▶ _TASK DIRECTIONS_
Each line of the records that holds "Genk" should be shown in full.

··· DATA PROVIDED

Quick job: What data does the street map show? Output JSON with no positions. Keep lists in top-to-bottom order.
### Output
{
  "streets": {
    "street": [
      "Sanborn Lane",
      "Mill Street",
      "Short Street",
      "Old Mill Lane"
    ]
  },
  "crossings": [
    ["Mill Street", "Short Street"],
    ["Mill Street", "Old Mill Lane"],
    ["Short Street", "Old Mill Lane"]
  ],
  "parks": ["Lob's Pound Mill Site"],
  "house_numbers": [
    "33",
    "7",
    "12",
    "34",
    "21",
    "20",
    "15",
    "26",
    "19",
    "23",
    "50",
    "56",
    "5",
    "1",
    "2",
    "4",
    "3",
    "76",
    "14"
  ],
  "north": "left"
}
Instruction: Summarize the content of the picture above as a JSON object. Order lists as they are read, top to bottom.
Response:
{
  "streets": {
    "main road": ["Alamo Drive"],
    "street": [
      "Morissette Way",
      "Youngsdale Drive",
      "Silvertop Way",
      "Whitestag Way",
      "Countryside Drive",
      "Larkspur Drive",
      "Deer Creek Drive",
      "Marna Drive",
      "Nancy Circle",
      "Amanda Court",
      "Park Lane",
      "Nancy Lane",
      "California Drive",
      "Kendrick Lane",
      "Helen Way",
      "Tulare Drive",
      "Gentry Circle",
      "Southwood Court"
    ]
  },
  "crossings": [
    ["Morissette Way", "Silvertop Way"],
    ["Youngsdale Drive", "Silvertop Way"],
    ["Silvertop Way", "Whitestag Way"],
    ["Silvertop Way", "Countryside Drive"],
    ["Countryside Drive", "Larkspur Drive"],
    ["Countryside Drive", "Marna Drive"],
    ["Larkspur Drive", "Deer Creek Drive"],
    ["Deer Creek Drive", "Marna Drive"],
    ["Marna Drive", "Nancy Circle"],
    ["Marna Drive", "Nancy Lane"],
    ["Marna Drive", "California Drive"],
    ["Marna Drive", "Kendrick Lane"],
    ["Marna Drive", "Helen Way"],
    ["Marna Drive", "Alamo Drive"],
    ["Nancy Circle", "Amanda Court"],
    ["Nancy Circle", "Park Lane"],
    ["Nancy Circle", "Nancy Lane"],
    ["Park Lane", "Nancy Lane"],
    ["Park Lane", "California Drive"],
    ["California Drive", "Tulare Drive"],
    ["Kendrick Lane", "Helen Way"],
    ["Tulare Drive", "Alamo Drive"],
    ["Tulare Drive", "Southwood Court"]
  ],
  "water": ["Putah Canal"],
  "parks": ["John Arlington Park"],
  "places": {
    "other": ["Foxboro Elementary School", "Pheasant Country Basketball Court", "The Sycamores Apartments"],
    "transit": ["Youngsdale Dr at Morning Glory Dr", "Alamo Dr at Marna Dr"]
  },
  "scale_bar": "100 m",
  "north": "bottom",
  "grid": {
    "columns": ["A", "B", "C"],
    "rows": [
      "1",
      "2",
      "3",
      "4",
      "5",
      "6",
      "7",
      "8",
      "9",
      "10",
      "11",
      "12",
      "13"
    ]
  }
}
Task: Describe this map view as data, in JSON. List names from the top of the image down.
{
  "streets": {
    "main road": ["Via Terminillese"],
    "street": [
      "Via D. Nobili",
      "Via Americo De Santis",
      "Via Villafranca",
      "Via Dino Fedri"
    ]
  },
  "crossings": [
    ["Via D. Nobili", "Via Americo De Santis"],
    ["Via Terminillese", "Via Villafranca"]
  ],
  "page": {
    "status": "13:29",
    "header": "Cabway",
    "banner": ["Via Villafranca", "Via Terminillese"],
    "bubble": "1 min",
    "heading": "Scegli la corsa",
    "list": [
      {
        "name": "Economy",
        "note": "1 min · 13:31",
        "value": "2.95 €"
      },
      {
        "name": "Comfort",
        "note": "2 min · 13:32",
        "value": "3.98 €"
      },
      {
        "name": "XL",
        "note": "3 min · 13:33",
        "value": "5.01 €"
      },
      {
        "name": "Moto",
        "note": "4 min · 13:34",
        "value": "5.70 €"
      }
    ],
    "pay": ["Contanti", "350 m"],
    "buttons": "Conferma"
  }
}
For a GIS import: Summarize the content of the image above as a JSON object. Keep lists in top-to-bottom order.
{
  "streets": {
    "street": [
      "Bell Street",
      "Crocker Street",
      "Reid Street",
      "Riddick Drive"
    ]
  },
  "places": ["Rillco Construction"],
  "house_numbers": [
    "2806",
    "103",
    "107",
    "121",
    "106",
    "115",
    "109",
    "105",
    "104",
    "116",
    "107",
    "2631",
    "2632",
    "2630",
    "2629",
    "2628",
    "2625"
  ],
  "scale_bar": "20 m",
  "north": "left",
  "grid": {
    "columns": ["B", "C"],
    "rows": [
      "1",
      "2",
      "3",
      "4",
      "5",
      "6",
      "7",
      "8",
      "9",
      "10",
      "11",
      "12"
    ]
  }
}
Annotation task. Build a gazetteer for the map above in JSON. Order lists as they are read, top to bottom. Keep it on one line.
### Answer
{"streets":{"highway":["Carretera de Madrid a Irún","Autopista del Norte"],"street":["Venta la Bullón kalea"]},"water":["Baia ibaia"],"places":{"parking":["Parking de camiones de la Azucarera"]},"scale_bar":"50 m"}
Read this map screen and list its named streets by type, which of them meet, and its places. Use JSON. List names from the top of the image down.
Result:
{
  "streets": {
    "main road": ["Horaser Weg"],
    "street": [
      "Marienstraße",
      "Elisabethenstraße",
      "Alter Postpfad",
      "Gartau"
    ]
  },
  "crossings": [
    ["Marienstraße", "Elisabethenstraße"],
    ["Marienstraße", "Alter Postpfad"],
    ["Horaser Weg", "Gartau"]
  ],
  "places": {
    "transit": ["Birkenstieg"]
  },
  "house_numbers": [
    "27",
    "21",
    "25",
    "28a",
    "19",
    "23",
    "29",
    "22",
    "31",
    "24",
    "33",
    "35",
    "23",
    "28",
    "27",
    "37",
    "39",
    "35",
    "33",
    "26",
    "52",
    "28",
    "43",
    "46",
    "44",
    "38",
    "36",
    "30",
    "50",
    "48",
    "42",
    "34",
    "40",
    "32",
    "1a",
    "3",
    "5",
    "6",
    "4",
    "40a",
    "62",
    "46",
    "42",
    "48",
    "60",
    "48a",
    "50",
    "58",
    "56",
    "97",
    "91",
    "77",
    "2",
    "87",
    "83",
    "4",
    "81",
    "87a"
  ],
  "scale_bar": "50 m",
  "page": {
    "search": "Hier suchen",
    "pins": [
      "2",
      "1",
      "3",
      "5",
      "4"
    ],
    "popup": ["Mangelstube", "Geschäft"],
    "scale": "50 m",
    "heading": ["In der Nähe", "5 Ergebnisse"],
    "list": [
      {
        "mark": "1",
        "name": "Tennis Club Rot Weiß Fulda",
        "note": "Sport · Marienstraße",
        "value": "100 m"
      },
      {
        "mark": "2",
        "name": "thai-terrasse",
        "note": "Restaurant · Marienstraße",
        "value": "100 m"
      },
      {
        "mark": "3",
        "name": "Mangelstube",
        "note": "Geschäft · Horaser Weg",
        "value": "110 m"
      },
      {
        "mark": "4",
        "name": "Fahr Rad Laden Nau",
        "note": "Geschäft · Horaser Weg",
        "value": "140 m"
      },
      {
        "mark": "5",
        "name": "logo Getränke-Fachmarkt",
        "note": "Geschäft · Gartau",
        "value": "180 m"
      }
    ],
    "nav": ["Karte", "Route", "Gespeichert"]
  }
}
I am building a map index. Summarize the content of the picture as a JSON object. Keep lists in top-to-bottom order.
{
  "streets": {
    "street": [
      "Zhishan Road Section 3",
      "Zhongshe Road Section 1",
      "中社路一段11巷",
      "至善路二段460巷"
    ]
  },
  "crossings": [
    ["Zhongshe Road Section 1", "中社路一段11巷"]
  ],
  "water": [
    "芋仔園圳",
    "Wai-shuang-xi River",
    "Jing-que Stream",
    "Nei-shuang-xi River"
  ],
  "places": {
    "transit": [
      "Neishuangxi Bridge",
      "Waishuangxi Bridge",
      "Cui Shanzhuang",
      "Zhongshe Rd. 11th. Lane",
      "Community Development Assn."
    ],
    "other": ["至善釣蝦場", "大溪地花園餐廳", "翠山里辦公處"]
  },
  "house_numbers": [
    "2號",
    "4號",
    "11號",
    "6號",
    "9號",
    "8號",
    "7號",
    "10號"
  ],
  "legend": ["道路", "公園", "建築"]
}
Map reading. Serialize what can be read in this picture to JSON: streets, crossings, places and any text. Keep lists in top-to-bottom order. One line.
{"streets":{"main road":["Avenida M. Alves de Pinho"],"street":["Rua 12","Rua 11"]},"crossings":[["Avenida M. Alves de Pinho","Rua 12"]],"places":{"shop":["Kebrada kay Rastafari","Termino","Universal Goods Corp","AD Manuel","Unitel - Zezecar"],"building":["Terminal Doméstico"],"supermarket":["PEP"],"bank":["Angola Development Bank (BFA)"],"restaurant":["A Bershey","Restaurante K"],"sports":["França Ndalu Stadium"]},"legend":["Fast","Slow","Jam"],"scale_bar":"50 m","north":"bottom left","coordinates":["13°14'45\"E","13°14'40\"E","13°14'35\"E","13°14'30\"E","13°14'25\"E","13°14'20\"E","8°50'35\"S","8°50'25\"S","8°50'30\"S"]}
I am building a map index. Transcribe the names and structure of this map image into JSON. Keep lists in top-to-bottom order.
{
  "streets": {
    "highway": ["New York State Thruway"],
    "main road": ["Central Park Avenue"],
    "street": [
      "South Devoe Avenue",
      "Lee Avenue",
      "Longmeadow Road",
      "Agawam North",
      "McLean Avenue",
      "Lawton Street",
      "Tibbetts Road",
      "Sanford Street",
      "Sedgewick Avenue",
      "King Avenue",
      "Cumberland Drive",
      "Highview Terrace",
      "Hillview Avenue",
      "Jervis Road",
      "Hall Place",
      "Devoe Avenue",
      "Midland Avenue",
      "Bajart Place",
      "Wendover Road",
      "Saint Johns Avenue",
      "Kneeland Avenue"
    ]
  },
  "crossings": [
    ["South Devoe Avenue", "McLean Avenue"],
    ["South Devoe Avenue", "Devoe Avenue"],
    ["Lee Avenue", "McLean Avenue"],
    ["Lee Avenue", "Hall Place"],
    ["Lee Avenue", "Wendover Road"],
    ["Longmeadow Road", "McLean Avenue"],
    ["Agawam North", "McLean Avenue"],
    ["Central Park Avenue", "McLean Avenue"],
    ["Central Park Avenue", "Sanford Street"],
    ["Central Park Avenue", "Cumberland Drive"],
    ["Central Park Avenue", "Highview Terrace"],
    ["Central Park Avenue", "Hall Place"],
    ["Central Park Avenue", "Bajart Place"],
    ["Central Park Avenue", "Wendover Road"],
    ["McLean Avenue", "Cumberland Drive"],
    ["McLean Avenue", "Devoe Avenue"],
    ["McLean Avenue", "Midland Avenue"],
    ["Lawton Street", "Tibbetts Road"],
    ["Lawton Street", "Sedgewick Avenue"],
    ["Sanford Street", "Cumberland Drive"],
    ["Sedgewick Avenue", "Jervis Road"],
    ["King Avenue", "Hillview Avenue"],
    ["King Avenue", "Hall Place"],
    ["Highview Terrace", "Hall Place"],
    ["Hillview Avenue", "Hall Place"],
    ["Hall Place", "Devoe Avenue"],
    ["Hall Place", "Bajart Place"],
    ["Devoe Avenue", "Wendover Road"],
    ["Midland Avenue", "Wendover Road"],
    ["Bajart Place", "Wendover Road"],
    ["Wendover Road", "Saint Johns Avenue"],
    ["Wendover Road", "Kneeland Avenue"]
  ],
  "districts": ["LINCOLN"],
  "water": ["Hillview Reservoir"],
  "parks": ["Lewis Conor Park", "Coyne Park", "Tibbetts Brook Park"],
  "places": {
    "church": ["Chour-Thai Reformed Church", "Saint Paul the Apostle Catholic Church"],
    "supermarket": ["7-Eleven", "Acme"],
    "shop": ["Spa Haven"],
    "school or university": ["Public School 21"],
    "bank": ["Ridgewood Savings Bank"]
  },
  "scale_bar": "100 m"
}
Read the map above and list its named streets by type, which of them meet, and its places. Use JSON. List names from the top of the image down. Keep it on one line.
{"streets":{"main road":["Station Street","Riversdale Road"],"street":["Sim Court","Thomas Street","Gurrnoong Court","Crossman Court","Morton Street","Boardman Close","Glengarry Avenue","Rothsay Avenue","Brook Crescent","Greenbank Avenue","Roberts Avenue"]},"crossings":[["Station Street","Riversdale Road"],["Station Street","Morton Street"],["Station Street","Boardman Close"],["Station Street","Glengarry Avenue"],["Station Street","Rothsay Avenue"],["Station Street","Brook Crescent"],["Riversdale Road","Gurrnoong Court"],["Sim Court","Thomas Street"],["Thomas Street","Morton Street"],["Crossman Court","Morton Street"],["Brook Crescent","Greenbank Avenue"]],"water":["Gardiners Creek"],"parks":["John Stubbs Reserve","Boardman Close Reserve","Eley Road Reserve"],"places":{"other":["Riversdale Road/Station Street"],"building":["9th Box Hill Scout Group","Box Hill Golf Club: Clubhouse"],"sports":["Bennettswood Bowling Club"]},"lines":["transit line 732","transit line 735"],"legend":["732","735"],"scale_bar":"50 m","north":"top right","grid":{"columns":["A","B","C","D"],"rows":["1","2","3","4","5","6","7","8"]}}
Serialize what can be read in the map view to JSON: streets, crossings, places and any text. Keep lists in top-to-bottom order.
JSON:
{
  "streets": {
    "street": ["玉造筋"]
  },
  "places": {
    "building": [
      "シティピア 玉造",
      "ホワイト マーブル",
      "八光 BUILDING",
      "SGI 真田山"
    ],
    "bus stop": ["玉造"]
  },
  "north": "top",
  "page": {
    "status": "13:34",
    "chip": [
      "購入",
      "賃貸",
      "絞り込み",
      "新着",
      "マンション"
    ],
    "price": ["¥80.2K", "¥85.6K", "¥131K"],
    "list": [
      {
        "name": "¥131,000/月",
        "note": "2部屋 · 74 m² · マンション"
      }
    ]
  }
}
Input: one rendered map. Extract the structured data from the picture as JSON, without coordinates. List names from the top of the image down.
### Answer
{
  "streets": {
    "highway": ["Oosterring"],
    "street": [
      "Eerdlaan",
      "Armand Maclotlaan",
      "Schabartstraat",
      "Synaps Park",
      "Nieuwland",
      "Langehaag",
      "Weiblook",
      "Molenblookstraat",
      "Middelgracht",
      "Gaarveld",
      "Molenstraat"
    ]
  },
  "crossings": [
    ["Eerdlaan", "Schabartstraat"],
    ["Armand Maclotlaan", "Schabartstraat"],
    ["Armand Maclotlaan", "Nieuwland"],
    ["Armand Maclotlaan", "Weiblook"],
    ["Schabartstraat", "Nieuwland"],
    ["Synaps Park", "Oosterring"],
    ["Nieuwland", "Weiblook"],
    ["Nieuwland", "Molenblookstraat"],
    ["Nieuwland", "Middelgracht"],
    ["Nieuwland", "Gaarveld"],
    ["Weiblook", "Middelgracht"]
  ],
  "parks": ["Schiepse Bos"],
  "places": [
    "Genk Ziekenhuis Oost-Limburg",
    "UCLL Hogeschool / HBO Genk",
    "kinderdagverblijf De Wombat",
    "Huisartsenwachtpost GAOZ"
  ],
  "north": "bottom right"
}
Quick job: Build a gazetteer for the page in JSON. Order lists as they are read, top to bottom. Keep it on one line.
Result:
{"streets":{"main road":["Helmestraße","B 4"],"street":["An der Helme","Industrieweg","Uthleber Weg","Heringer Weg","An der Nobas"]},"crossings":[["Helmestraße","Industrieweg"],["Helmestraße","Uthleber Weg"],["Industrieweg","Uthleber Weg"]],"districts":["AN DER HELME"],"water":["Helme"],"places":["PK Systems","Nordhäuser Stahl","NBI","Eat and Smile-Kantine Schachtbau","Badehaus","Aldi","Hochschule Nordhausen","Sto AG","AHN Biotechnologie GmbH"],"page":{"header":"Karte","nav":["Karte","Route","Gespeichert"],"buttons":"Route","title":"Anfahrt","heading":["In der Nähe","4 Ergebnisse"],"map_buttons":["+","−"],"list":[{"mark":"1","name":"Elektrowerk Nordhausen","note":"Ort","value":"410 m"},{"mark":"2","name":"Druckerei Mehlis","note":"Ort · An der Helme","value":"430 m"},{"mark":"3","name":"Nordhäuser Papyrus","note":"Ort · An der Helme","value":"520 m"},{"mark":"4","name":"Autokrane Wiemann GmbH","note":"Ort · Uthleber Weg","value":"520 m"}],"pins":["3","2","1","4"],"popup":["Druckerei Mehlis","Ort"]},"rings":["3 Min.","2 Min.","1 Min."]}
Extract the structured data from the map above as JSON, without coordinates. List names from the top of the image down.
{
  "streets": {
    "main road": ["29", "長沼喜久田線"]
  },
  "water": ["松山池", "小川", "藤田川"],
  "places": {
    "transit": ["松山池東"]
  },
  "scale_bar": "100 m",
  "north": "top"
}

······

▶ _OUTPUT FOR THIS TASK_
    "Genk Ziekenhuis Oost-Limburg",
    "UCLL Hogeschool / HBO Genk",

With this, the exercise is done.